W. Loomis era in the Physics Department and began the period of the
great growth in the solid state physics in the department with the arrival
also of Professors David Lazarus, James Koehler, and John Bardeen, Charles
Slichter, John Wheatley, Dillon Mapother, and David Pines.
The infusion
of great talent made Illinois the major center of solid state physics
in the U.S. Professor Seitz became the Physics Department Head in 1957,
serving in that position until 1964. During that period, the growth
of solid state physics and metallurgy was nurtured by Fred Seitz who,
along with the excellent faculty in the Physics and Metallurgy Departments,
attracted a succession of world renowned physicists and metallurgists
to the Illinois prairie. A particularly notable event in the development
of solid state physics and materials physics as a field of science was
the publication, in 1940, of Professor Seitzs book, Modern Theory of
Solids, from which generations of students learned their solid state
physics and which served to define the field.
In 1959, Professor Seitz, in cooperation with Professor Robert Sproul
of Cornell, Professor Harvey Brooks of Harvard, Dr. Charles Yost of
the ONR, and Dr. Donald Stevens of the AEC (presently known as the DOE)
conceived of and worked to establish the Materials Research Laboratories
at several universities in the U.S. It is no exaggeration to state that
the concept of Materials Science as a discipline arose from the efforts
of these individuals. The first Materials Research Laboratories were
established at three universities in 1960 by ARPA. Illinois was not
among them due to a political dispute between the congressional delegations
of Michigan and Illinois. The Atomic Energy Commission did establish
a program at Illinois and in 1961, ARPA established the Materials Research
Laboratory at Illinois. This accounts for why the Materials Research
Laboratory at Illinois has both DOE and NSF programs to this day. While
Professor Seitz was instrumental in establishing the Materials Research
Laboratory, the first Director was Professor Robert Maurer.

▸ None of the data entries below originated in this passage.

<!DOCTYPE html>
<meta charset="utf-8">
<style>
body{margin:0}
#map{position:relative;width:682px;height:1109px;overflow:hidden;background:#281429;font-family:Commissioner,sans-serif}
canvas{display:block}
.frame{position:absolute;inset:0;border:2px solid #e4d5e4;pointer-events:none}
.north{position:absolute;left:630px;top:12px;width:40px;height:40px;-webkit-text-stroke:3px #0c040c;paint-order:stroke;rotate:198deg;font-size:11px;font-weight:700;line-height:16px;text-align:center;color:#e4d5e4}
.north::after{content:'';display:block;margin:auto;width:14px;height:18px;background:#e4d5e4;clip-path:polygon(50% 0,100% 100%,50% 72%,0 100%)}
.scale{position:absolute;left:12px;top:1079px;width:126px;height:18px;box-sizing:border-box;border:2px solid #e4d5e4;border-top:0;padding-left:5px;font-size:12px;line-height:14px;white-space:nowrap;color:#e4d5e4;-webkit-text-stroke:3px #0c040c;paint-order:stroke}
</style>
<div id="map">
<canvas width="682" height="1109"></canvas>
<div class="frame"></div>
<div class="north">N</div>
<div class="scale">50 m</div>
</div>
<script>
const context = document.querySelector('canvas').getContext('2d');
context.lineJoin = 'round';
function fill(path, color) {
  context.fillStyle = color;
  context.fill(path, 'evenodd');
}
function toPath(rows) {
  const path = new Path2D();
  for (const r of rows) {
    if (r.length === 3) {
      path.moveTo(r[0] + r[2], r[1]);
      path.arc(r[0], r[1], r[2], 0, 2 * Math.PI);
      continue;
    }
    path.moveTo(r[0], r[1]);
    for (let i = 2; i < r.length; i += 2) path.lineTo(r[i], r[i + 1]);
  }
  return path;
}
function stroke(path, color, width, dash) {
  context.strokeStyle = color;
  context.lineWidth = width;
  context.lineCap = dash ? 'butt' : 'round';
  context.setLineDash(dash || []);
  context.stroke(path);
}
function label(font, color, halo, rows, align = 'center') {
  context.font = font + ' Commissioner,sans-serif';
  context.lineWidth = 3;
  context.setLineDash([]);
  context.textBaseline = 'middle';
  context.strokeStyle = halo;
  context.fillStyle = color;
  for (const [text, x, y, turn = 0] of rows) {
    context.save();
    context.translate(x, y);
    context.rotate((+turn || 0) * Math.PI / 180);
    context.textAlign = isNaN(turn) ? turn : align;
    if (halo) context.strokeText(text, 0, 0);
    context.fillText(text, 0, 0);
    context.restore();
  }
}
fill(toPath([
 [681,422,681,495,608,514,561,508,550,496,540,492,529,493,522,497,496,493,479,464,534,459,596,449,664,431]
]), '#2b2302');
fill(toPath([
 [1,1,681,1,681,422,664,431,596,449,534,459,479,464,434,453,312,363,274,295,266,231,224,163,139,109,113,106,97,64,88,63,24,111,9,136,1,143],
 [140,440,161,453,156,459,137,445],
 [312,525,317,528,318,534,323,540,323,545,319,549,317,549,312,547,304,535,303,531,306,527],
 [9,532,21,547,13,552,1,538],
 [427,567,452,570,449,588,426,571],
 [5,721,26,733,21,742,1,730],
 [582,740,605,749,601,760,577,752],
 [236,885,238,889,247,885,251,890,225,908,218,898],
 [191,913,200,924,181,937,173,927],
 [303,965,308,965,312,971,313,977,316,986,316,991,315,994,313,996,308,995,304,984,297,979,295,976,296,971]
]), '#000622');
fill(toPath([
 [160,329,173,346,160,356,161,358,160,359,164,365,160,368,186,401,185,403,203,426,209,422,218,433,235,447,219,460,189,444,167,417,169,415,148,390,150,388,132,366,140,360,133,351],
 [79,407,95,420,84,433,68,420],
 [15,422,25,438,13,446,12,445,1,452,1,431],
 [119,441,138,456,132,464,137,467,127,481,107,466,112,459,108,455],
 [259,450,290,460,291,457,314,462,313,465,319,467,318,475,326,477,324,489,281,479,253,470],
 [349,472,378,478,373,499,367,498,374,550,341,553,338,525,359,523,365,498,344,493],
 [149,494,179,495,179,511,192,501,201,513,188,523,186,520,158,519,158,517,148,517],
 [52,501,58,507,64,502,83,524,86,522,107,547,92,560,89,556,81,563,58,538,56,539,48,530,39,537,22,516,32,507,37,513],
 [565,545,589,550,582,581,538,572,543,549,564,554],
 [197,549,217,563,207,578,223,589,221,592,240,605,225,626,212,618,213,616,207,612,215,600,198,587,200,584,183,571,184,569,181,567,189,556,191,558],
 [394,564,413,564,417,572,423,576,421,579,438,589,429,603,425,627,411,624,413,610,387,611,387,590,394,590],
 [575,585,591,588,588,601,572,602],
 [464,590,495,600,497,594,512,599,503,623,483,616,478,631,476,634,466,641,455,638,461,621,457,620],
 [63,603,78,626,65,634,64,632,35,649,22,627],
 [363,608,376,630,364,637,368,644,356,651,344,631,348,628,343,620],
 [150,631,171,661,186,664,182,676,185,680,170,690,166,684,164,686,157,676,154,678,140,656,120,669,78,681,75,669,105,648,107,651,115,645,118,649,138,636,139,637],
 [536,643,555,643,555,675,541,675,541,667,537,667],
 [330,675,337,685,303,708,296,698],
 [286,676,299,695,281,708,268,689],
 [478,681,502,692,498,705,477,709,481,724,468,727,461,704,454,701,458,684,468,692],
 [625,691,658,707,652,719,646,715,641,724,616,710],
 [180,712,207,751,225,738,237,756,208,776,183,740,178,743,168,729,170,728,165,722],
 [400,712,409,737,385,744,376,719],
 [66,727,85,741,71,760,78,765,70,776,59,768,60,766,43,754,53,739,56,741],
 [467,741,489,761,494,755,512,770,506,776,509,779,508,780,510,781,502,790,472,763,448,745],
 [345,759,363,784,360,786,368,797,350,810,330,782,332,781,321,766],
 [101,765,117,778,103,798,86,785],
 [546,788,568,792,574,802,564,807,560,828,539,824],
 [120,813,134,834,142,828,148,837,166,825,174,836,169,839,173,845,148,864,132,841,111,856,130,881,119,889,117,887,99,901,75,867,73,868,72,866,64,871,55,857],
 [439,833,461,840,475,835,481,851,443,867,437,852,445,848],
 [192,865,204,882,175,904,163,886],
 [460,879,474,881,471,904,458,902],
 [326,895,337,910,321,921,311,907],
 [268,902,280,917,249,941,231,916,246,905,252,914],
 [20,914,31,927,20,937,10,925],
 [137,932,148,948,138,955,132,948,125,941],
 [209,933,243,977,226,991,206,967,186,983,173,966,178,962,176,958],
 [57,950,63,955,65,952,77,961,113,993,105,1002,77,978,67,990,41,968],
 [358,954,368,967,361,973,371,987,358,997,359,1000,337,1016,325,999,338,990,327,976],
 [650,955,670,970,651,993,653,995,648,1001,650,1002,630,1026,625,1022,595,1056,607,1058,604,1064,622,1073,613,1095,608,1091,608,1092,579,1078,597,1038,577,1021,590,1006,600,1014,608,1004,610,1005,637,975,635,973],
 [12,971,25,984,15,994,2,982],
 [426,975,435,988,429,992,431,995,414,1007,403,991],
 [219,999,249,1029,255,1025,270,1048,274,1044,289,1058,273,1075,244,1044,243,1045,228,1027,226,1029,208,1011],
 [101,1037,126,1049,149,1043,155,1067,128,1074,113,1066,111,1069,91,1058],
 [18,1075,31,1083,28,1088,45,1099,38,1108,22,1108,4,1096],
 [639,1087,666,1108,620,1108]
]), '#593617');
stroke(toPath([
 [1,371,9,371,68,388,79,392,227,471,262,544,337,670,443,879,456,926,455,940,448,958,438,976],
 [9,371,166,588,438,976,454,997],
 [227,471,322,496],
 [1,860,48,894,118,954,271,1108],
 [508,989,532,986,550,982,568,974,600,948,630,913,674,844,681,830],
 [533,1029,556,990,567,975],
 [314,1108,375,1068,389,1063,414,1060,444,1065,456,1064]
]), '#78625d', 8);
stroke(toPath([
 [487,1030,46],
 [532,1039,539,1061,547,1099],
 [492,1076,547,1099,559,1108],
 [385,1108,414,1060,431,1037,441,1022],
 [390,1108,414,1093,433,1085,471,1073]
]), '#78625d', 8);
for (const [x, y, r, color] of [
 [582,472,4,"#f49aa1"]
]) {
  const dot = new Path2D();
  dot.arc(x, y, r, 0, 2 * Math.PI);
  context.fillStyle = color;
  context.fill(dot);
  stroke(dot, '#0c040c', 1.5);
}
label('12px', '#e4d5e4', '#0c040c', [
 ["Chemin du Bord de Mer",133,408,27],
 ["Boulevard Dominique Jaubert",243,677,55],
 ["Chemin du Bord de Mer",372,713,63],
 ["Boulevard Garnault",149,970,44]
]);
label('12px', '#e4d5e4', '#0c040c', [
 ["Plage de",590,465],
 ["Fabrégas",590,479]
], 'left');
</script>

Professor Seitz served as Dean of the Graduate College and Vice-Chancellor
for Research at Illinois until 1965 at which time he became the first
full time President of the National Academy of Sciences. He became President
of Rockefeller University in 1968 and served until 1978. Professor Seitz
has served on numerous governmental panels and committees, and advised
major political figures of the period on important scientific issues.
He has made numerous scientific contributions to the understanding of
the physics of solids; contributing significantly to the understanding
of quantum mechanics, defect properties of solids, radiation damage,
color centers, and transport properties of solids.